As We Learn to Heal

Our world is in a place we have never known. I have had conversations with many friends, colleagues, clients, and fellow small business owners about the current state of affairs. We have all lost sleep. We have worried that we might have to close our doors, face losing our jobs, or worse, our loved ones.


As a business professional, it is hard for me to share personal experiences on a public platform, but how do we move forward if we don’t acknowledge our humanness?

I have an older sister – the eldest of the family. Her name is Brooke. My family has not seen her in over 60 days, although she essentially lives up the street. She is beautiful, funny and the heart of our family. She is also developmentally disabled. She lives in an adult, assisted living home with 7 other roommates. Three of them contracted COVID, one of them passed away. The house has closed off all physical contact with the residence until they have all been tested and state restrictions have been lifted. The time away has been so difficult – especially for my parents who just want to hug her and see/feel/know she is okay.

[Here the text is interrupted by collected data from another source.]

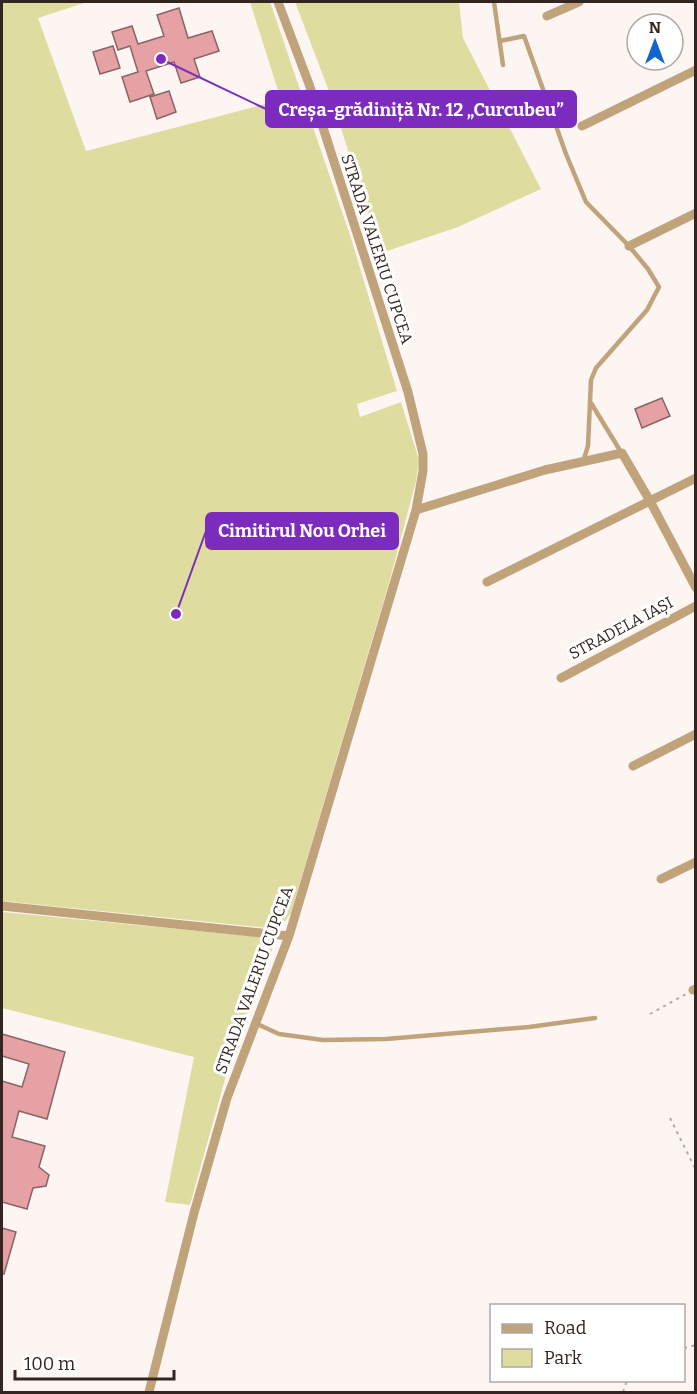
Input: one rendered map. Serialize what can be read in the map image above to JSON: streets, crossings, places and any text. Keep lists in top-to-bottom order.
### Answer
{
  "streets": {
    "street": ["STRADA VALERIU CUPCEA", "STRADELA IAȘI"]
  },
  "places": ["Creșa-grădiniță Nr. 12 „Curcubeu”", "Cimitirul Nou Orhei"],
  "legend": ["Road", "Park"],
  "scale_bar": "100 m",
  "north": "top"
}
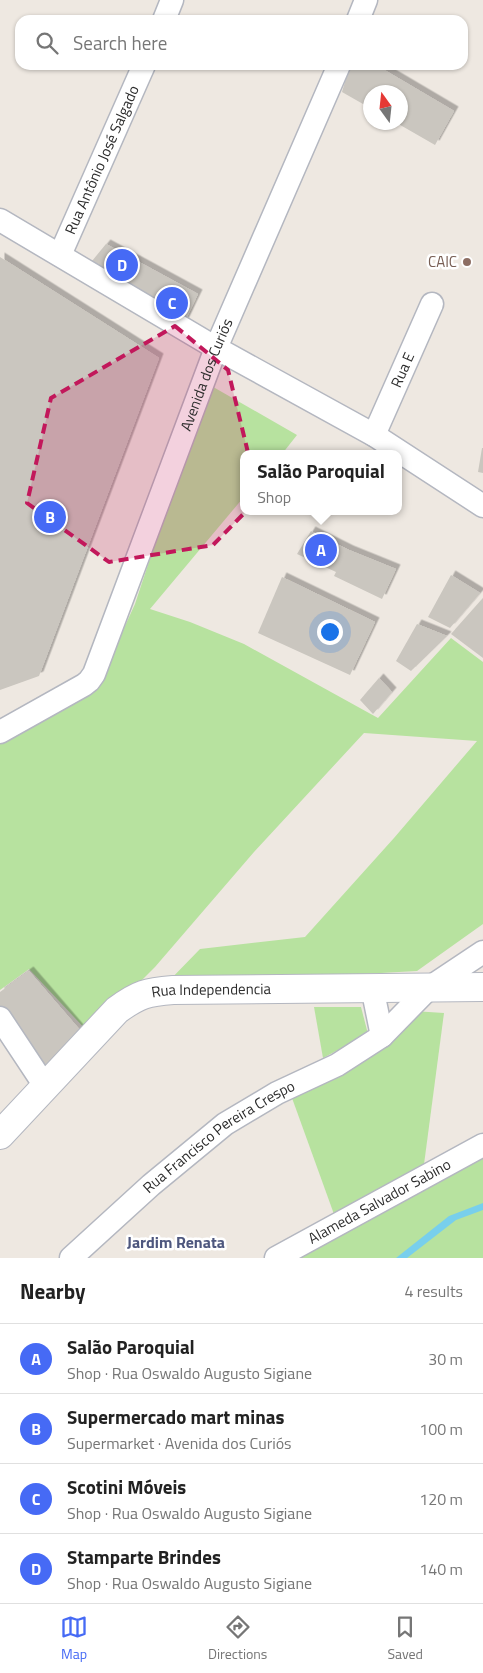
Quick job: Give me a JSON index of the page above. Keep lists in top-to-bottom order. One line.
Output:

I have a wonderful father who was diagnosed with a blood cancer 2 years ago. It is not curable. Last year he underwent a stem cell transplant to help keep the cancer at bay for as long as possible. His compromised immune system has made him susceptible to the severe effects of COVID. I had not hugged him for almost 60 days – a precaution I knew I would ultimately regret. When I finally broke my own rules, the first hug was quick but so needed.

I have a son who is 5 years old. An only child – something that I have a hard time understanding as I was one of 4. He has been cooped up, out of school and experiencing changes of his own under lock down. I often look into his eyes and wonder if he sees this too. Does he feel the weight of the world? Does he notice the stress in my voice, the anguish on my face? How will he learn about this as he grows older?

Working in the live events industry has meant a life of networking, travel, and face to face conversation. It has meant a lot of hugs, handshakes, and high fives. Overnight, that was gone. And I didn’t realize how much it was a part of my life until now.

We are experiencing a type of psychological warfare. We have been secluded from family, friends, our neighbors, and acquaintances. We have lacked physical contact and have feared that having even the slightest amount might land us in the hospital – or worse.

When we have been able to go out, we wear masks and can only express our smiles and sincerities through our eyes, hoping others will notice. We have been secluded from humanity.

As the world started to open back up, I thought we finally might be seeing the light at the end of the tunnel. Businesses were opening, nursing homes were allowing social distancing visits, people were getting back to work.

And then, George Floyd was murdered.

His death, the peak of the pain that has clouded our nation reached, hit me so profoundly. A loss mourned differently by everyone but mourned non the less. I stood in the shower and cried.

There are so many things I could say but I have no answers. I’m not going to lie and tell you I know what to do to fix this or how we “get better”. I do not know where we go from here. But I do believe that we are able to heal as a nation. And I intend to be a part of that healing process.

With that, please hear me when I say that I am here for you. We need each other, always have, it’s just more clear now than ever before.